You can't arrest someone for an offence unless you have reasonable grounds to believe that they did it. When you arrest a target, sometimes you have reason to suspect that they committed another offence too. What do you tell them?

Microsoft reported to the authorities that someone was storing child pornography on their servers. They provided the physical address of the account involved. Based on the complaint, police believed Mr. Watson, 2018 BCCA 74 possessed the images, and they suspected he might be distributing it.

The interviewers did several smart things.

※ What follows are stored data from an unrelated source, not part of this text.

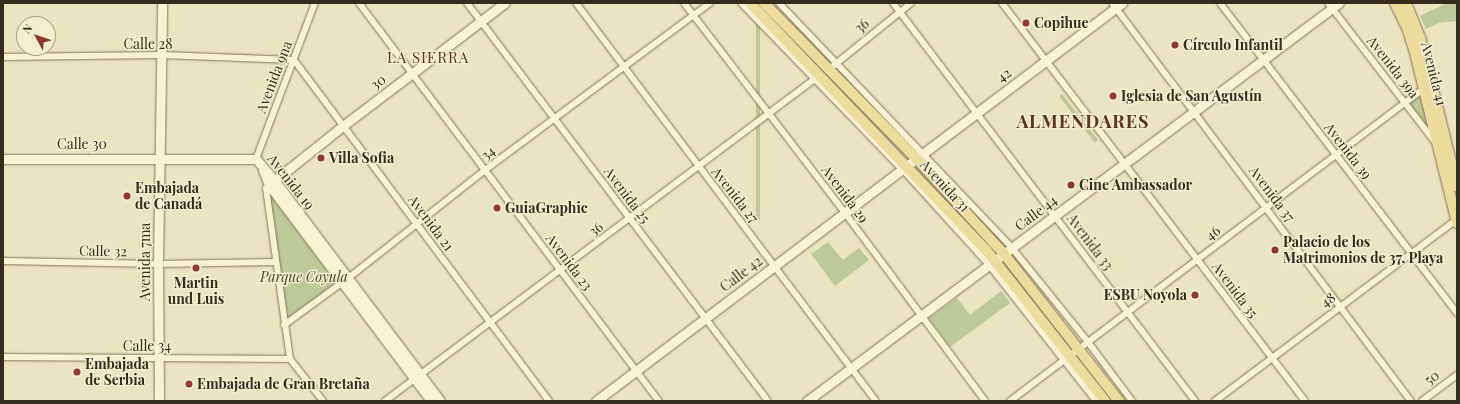 <!DOCTYPE html>
<meta charset="utf-8">
<style>
body{margin:0}
#map{position:relative;width:1460px;height:404px;overflow:hidden;background:#ebe4c3;font-family:"Playfair Display",serif}
div>[style]{position:absolute}
[style*='--x']{left:calc(var(--x)*1px);top:calc(var(--y)*1px);width:calc(var(--w)*1px);rotate:calc(var(--a)*1deg)}
.green>*{inset:0;background:#bdc998;transform-origin:0 0}
.roads{filter:drop-shadow(0 0 1px #84765b) drop-shadow(0 0 1px #84765b)}
.street>*{height:6px;margin:-3px;padding:0 3px;transform-origin:3px;border-radius:3px;background:#f7f1d6}
.secondary>*{height:9px;margin:-4.5px;padding:0 4.5px;transform-origin:4.5px;border-radius:4.5px;background:#f7f1d6}
.primary>*{height:10px;margin:-5px;padding:0 5px;transform-origin:5px;border-radius:5px;background:#eddd9d}
.dots>*{width:11px;height:11px;translate:-50% -50%;box-sizing:border-box;border:2px solid #f3eed2;border-radius:50%}
span{translate:-50% -50%;white-space:nowrap;text-align:center;line-height:1.15;-webkit-text-stroke:3px #f3eed2;paint-order:stroke}
.poi-label{font-size:14px;color:#352c1e;font-weight:700}
.left{translate:0 -50%;text-align:left}
.right{translate:-100% -50%;text-align:right}
.street-label{font-size:14px;color:#352c1e}
.park-label{font-size:14px;color:#415026;font-style:italic}
.neighbourhood-label{font-size:15px;color:#5f3520;letter-spacing:1px}
.district-label{font-size:18px;color:#5f3520;font-weight:700;letter-spacing:1px}
.frame{position:absolute;inset:0;border:4px solid #352c1e;pointer-events:none}
.north{position:absolute;left:16px;top:16px;width:40px;height:40px;box-sizing:border-box;background:#f3eed2;border:1px solid #a7a08a;border-radius:50%;rotate:310deg;font-size:11px;font-weight:700;line-height:16px;text-align:center;color:#352c1e}
.north::after{content:'';display:block;margin:auto;width:14px;height:18px;background:#903a2e;clip-path:polygon(50% 0,100% 100%,50% 72%,0 100%)}
</style>
<div id="map">
<div class="green">
<i style="left:756px;top:3px;width:4px;height:216px"></i>
<i style="clip-path:polygon(1447px 3px,1457px 3px,1457px 21px,1439px 23px,1426px 29px,1420px 16px)"></i>
<i style="clip-path:polygon(1423px 89px,1438px 146px,1406px 102px)"></i>
<i style="clip-path:polygon(1062px 94px,1098px 140px,1095px 143px,1059px 96px)"></i>
<i style="left:917px;top:167px;width:114px;height:2px;rotate:47deg"></i>
<i style="clip-path:polygon(272px 196px,337px 283px,287px 321px,269px 197px)"></i>
<i style="clip-path:polygon(828px 242px,843px 260px,859px 248px,869px 260px,835px 286px,811px 254px)"></i>
<i style="clip-path:polygon(1001px 291px,1010px 303px,950px 347px,929px 318px,957px 298px,970px 315px)"></i>
</div>
<div class="roads">
<div class="street">
<i style="--x:359;--y:3;--w:498;--a:53"></i>
<i style="--x:467;--y:3;--w:499;--a:52.9"></i>
<i style="--x:576;--y:3;--w:498;--a:53"></i>
<i style="--x:684;--y:3;--w:265;--a:52.5"></i>
<i style="--x:845;--y:213;--w:234;--a:53.3"></i>
<i style="--x:741;--y:3;--w:233;--a:45.9"></i>
<i style="--x:903;--y:170;--w:128;--a:47.8"></i>
<i style="--x:989;--y:265;--w:173;--a:51.8"></i>
<i style="--x:779;--y:3;--w:338;--a:46.4"></i>
<i style="--x:1012;--y:248;--w:121;--a:51"></i>
<i style="--x:1088;--y:342;--w:74;--a:53.3"></i>
<i style="--x:893;--y:3;--w:500;--a:52.8"></i>
<i style="--x:1002;--y:3;--w:500;--a:52.72"></i>
<i style="--x:1112;--y:3;--w:498;--a:53.1"></i>
<i style="--x:1220;--y:3;--w:390;--a:52.6"></i>
<i style="--x:1328;--y:3;--w:175;--a:52.4"></i>
<i style="--x:3;--y:57;--w:159;--a:-0.7"></i>
<i style="--x:162;--y:55;--w:132;--a:2.2"></i>
<i style="--x:294;--y:60;--w:426;--a:53.2"></i>
<i style="--x:833;--y:66;--w:100;--a:-38.9"></i>
<i style="--x:256;--y:159;--w:167;--a:-69.3"></i>
<i style="--x:269;--y:185;--w:4;--a:135"></i>
<i style="--x:266;--y:188;--w:173;--a:82"></i>
<i style="--x:290;--y:359;--w:53;--a:51.8"></i>
<i style="--x:3;--y:261;--w:155;--a:1.1"></i>
<i style="--x:158;--y:264;--w:117;--a:-1"></i>
<i style="--x:284;--y:325;--w:78;--a:-36.1"></i>
<i style="--x:347;--y:279;--w:176;--a:-38.3"></i>
<i style="--x:485;--y:170;--w:280;--a:-36.6"></i>
<i style="--x:3;--y:357;--w:287;--a:0.4"></i>
<i style="--x:385;--y:401;--w:544;--a:-36.85"></i>
<i style="--x:1010;--y:401;--w:521;--a:-37.05"></i>
<i style="--x:1215;--y:401;--w:301;--a:-36.9"></i>
<i style="--x:1422;--y:401;--w:44;--a:-36.6"></i>
</div>
<div class="secondary">
<i style="--x:3;--y:159;--w:253;--a:0"></i>
<i style="--x:256;--y:159;--w:29;--a:49"></i>
<i style="--x:275;--y:181;--w:275;--a:53.1"></i>
<i style="--x:263;--y:170;--w:16;--a:68"></i>
<i style="--x:269;--y:185;--w:270;--a:53.1"></i>
<i style="--x:270;--y:184;--w:95;--a:-38.6"></i>
<i style="--x:344;--y:125;--w:202;--a:-37.2"></i>
<i style="--x:159;--y:401;--w:137;--a:-90.4"></i>
<i style="--x:158;--y:264;--w:261;--a:-89.1"></i>
<i style="--x:596;--y:401;--w:660;--a:-37.11"></i>
<i style="--x:807;--y:401;--w:664;--a:-36.8"></i>
</div>
<div class="primary">
<i style="--x:750;--y:3;--w:343;--a:46.3"></i>
<i style="--x:987;--y:251;--w:191;--a:51.8"></i>
<i style="--x:764;--y:3;--w:219;--a:45.6"></i>
<i style="--x:917;--y:159;--w:129;--a:47.5"></i>
<i style="--x:1004;--y:254;--w:187;--a:52"></i>
<i style="--x:1395;--y:3;--w:30;--a:64"></i>
<i style="--x:1408;--y:30;--w:28;--a:73"></i>
<i style="--x:1416;--y:57;--w:171;--a:76.1"></i>
<i style="--x:1406;--y:3;--w:37;--a:68"></i>
<i style="--x:1420;--y:37;--w:154;--a:76.1"></i>
</div>
</div>
<div class="dots">
<i style="left:1026px;top:23px;background:#903a2e"></i>
<i style="left:1175px;top:45px;background:#903a2e"></i>
<i style="left:1113px;top:96px;background:#903a2e"></i>
<i style="left:321px;top:158px;background:#903a2e"></i>
<i style="left:1071px;top:185px;background:#903a2e"></i>
<i style="left:127px;top:196px;background:#903a2e"></i>
<i style="left:497px;top:208px;background:#903a2e"></i>
<i style="left:1275px;top:250px;background:#903a2e"></i>
<i style="left:196px;top:268px;background:#903a2e"></i>
<i style="left:1195px;top:295px;background:#903a2e"></i>
<i style="left:77px;top:372px;background:#903a2e"></i>
<i style="left:189px;top:384px;background:#903a2e"></i>
</div>
<div class="poi-label">
<span class="left" style="left:1034px;top:23px">Copihue</span>
<span class="left" style="left:1183px;top:45px">Círculo Infantil</span>
<span class="left" style="left:1121px;top:96px">Iglesia de San Agustín</span>
<span class="left" style="left:329px;top:158px">Villa Sofia</span>
<span class="left" style="left:1079px;top:185px">Cine Ambassador</span>
<span class="left" style="left:135px;top:196px">Embajada<br>de Canadá</span>
<span class="left" style="left:505px;top:208px">GuiaGraphic</span>
<span class="left" style="left:1283px;top:250px">Palacio de los<br>Matrimonios de 37, Playa</span>
<span style="left:196px;top:291px">Martin<br>und Luis</span>
<span class="right" style="left:1187px;top:295px">ESBU Noyola</span>
<span class="left" style="left:85px;top:372px">Embajada<br>de Serbia</span>
<span class="left" style="left:197px;top:384px">Embajada de Gran Bretaña</span>
</div>
<div class="street-label">
<span style="left:862px;top:26px;rotate:-39deg">36</span>
<span style="left:148px;top:44px">Calle 28</span>
<span style="left:1393px;top:67px;rotate:52deg">Avenida 39a</span>
<span style="left:1434px;top:74px;rotate:76deg">Avenida 41</span>
<span style="left:1004px;top:75px;rotate:-37deg">42</span>
<span style="left:274px;top:77px;rotate:-69deg">Avenida 9na</span>
<span style="left:378px;top:82px;rotate:-37deg">30</span>
<span style="left:82px;top:144px">Calle 30</span>
<span style="left:1348px;top:151px;rotate:52deg">Avenida 39</span>
<span style="left:488px;top:153px;rotate:-37deg">34</span>
<span style="left:291px;top:182px;rotate:52deg">Avenida 19</span>
<span style="left:945px;top:186px;rotate:47deg">Avenida 31</span>
<span style="left:845px;top:194px;rotate:53deg">Avenida 29</span>
<span style="left:1272px;top:194px;rotate:53deg">Avenida 37</span>
<span style="left:627px;top:195px;rotate:53deg">Avenida 25</span>
<span style="left:735px;top:195px;rotate:52deg">Avenida 27</span>
<span style="left:1036px;top:213px;rotate:-37deg">Calle 44</span>
<span style="left:431px;top:223px;rotate:53deg">Avenida 21</span>
<span style="left:596px;top:229px;rotate:-37deg">36</span>
<span style="left:1213px;top:233px;rotate:-37deg">46</span>
<span style="left:1090px;top:242px;rotate:53deg">Avenida 33</span>
<span style="left:103px;top:251px;rotate:1deg">Calle 32</span>
<span style="left:145px;top:262px;rotate:-90deg">Avenida 7ma</span>
<span style="left:569px;top:262px;rotate:53deg">Avenida 23</span>
<span style="left:741px;top:274px;rotate:-37deg">Calle 42</span>
<span style="left:1235px;top:290px;rotate:53deg">Avenida 35</span>
<span style="left:1328px;top:300px;rotate:-37deg">48</span>
<span style="left:147px;top:346px">Calle 34</span>
<span style="left:1432px;top:378px;rotate:-37deg">50</span>
</div>
<div class="park-label">
<span style="left:304px;top:277px">Parque Coyula</span>
</div>
<div class="neighbourhood-label">
<span style="left:428px;top:58px">LA SIERRA</span>
</div>
<div class="district-label">
<span style="left:1083px;top:121px">ALMENDARES</span>
</div>
<div class="frame"></div>
<div class="north">N</div>
</div>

  1. Before giving him access to counsel, the investigator told him he was under arrest for possession of child pornography and under investigation for distributing it. Part way through the interview, Mr Watson asked to speak to the lawyer again. Because he had full information of the offences under investigation, his jeopardy never changed through the interview. Because his jeopardy never changed, he had no right to a further discussion with counsel.
  2. Mr Watson told the police officer that the lawyer told him not to talk about the offences. The police officer told him words to the effect “that was fine” but he, the police officer, would continue talking. The judges saw nothing wrong with this response: it did not undermine the legal advice, it did not compel the suspect to speak, and yet the officer could continue to investigate.
  3. The officer spent 4 hours talking with Mr Watson, and drew out of him all essential admissions:
    • he was the owner and only user of the computer the police had seized,
    • on the morning of the search he had been looking at pictures on a USB the police had found inserted into his computer desktop tower,
    • he knew the images he collected were illegal but that he could not stop himself from looking at them,
    • the only reason to keep such a collection was for sexual gratification.

Reading between the lines, I see some good police work:


2018.04.12 Exhibit Retention

How long after a brutal rape do you keep the exhibits?

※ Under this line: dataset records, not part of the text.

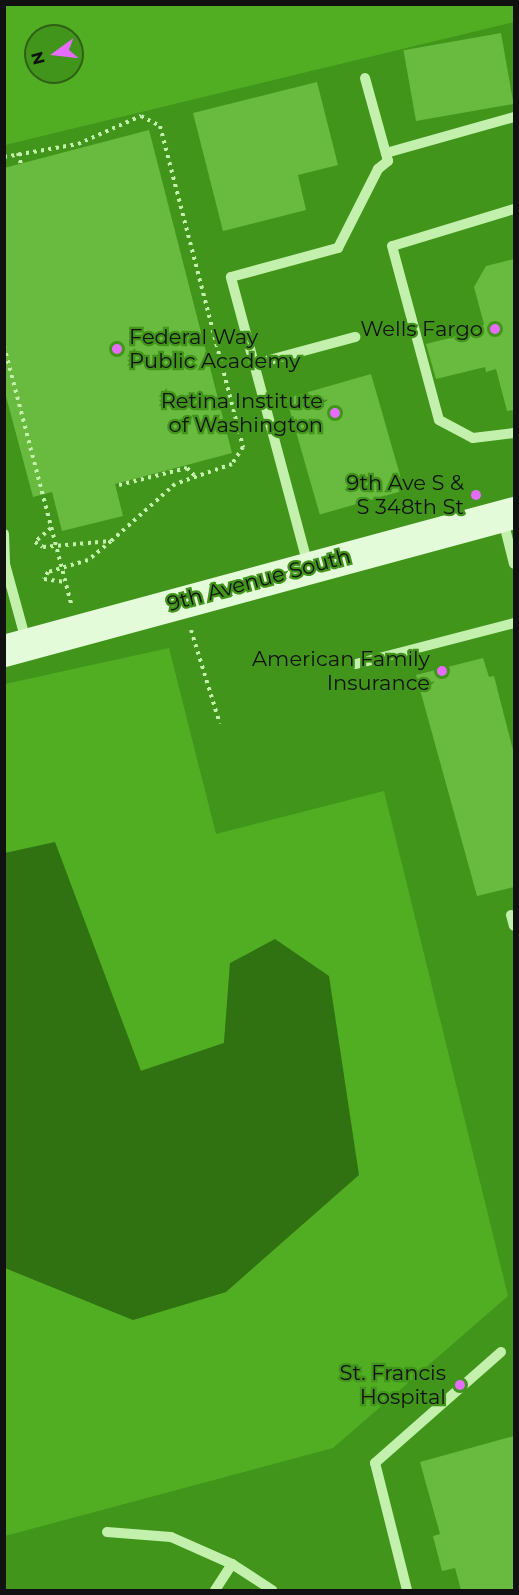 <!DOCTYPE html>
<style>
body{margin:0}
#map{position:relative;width:519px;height:1595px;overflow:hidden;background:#41951a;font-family:Montserrat,sans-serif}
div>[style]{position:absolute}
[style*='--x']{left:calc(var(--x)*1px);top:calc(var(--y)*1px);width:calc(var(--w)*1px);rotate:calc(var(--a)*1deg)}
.green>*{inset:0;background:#51ae23}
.water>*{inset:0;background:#307212}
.building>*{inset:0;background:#68bb3e;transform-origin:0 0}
.path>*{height:4px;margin-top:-2px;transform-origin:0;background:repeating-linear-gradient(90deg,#c3f0ac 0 3px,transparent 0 7.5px)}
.lane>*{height:10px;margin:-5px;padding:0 5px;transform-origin:5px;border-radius:5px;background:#c3f0ac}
.secondary>*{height:32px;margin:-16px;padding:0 16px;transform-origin:16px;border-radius:16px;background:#e4fbda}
.dots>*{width:16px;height:16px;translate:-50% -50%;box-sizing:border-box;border:3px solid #41951a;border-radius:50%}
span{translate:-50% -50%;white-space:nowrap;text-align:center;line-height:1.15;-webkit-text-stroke:4.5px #41951a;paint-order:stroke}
.poi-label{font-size:21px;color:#111}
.right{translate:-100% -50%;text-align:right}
.left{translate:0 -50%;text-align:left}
.street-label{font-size:21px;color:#111}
.frame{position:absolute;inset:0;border:6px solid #111;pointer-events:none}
.north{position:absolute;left:24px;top:24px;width:60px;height:60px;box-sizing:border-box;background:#41951a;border:2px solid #2e6016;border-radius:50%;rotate:255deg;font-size:16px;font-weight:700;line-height:24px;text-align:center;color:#111}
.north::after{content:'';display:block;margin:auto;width:21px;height:27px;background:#e66bff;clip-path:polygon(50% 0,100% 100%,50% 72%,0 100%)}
</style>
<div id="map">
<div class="green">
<div style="clip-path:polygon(evenodd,514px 4px,514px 22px,5px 145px,5px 5px,514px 4px,36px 36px,72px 36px,72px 72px,36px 72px,36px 36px)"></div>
<div style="clip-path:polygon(169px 648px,216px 834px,384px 791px,508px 1296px,333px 1448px,5px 1536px,5px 1268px,133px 1320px,226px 1292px,230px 963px,224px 1043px,140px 1071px,55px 843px,5px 853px,5px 684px)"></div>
</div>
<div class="water">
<div style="clip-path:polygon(55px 842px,141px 1071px,224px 1043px,230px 963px,275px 939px,329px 976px,359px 1175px,226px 1292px,133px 1320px,5px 1268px,5px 853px)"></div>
</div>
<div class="building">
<div style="left:501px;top:33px;width:72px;height:99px;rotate:80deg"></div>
<div style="clip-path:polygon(317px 82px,338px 165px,298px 175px,306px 210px,223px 231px,193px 113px)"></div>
<div style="clip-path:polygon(149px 130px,232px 453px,115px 484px,123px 516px,62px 531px,52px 492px,33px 497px,4px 389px,4px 168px)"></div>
<div style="clip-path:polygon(514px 259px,514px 410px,507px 411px,496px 369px,486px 372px,485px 367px,436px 379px,426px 344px,477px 331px,484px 324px,474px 287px,486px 266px)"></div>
<div style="left:371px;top:374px;width:121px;height:88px;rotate:74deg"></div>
<div style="clip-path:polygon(483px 658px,489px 677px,494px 676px,514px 754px,514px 887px,477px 896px,416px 675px)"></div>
<div style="clip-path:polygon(514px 1436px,514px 1590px,461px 1590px,455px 1568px,442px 1571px,433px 1536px,440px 1534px,420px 1462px)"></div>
</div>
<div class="path">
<div style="--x:18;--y:153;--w:11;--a:75"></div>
<div style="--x:4;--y:157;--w:75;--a:-10"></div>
<div style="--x:78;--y:144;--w:69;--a:-24"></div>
<div style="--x:141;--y:116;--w:21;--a:28"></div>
<div style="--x:160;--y:126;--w:332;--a:75.5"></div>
<div style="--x:243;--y:447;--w:20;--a:123"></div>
<div style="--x:232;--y:464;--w:60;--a:160.7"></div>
<div style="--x:175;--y:484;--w:86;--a:138.3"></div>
<div style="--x:4;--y:346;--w:266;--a:75.4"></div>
<div style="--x:119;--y:485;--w:70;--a:-14"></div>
<div style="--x:187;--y:468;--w:10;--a:45"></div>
<div style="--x:51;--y:528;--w:21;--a:139"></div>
<div style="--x:35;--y:542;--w:9;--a:32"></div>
<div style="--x:43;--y:547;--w:68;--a:-5"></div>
<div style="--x:111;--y:541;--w:30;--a:140"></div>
<div style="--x:88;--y:560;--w:42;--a:163.3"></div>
<div style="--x:48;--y:572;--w:8;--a:120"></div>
<div style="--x:44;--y:579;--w:21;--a:8"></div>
<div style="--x:191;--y:630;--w:98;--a:72.9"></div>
</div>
<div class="lane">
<div style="--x:386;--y:153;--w:133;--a:-15.7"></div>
<div style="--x:514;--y:209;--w:127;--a:163.1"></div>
<div style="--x:392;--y:246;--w:180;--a:74.9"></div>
<div style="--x:439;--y:420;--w:38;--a:28"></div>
<div style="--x:473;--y:438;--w:41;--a:-7"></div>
<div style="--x:255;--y:364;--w:104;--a:-15.1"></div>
<div style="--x:503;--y:520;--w:45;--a:76"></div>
<div style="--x:4;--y:534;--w:30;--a:88"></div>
<div style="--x:5;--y:564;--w:80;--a:74.7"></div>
<div style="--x:308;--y:565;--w:298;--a:-105"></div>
<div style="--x:231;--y:277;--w:111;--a:-15.2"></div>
<div style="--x:338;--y:248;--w:89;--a:-63.1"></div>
<div style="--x:378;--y:169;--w:13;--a:-39"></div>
<div style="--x:388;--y:161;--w:86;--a:-105.5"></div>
<div style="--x:356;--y:664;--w:163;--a:-14.5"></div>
<div style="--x:511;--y:915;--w:11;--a:75"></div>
<div style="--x:107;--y:1532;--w:64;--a:4.5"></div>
<div style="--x:171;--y:1537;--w:67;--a:23.9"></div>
<div style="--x:232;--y:1564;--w:31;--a:123"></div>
<div style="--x:232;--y:1564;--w:48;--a:33"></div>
<div style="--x:407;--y:1590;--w:131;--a:-104.1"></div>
<div style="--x:375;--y:1463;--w:168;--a:-41.4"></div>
</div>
<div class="secondary">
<div style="--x:4;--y:651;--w:528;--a:-15.14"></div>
</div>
<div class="dots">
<div style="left:495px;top:329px;background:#e66bff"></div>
<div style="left:117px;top:349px;background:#e66bff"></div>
<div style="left:335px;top:413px;background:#e66bff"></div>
<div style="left:476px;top:495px;background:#e66bff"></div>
<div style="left:442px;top:671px;background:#e66bff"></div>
<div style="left:460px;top:1385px;background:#e66bff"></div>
</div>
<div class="poi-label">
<span class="right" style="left:483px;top:329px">Wells Fargo</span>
<span class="left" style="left:129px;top:349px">Federal Way<br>Public Academy</span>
<span class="right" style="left:323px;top:413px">Retina Institute<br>of Washington</span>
<span class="right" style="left:464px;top:495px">9th Ave S &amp;<br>S 348th St</span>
<span class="right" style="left:430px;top:671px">American Family<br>Insurance</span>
<span class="right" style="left:446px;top:1385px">St. Francis<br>Hospital</span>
</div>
<div class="street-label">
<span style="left:259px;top:580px;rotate:-15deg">9th Avenue South</span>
</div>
<div class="frame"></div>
<div class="north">N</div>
</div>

It happened in 2001. After the rape, the victim underwent a "rape kit" exam. Police seized her clothing. They cut fabric out of the crotch of her jeans. The lab found a man's DNA in that fabric, but his profile didn't match anyone in the DNA database.

A year later, to make room in the exhibit storage area, the investigator directed that the clothing be returned to the victim, and the rape kit destroyed. In 2008, the DNA databank received a profile from Mr Garnot, 2018 BCCA 107, which matched.

At trial, he argued that destruction and return of the exhibits prevented retesting them for DNA, and that undermined the strength of the evidence. The trial judge agreed that this breached Mr Garnot's right to full answer and defence.

Mr Garnot asked the judges to stay the charges. They all disagreed. It wasn't necessary because the loss of the evidence hurt the case for the Crown plenty.

Don't think that the judges approved of the destruction of the evidence. This conviction was a near thing.

Most of the exhibits languishing in your exhibit storage system have little forensic value. Some of them matter deeply. The decision to destroy exhibits comes with a risk. Make that decision carefully.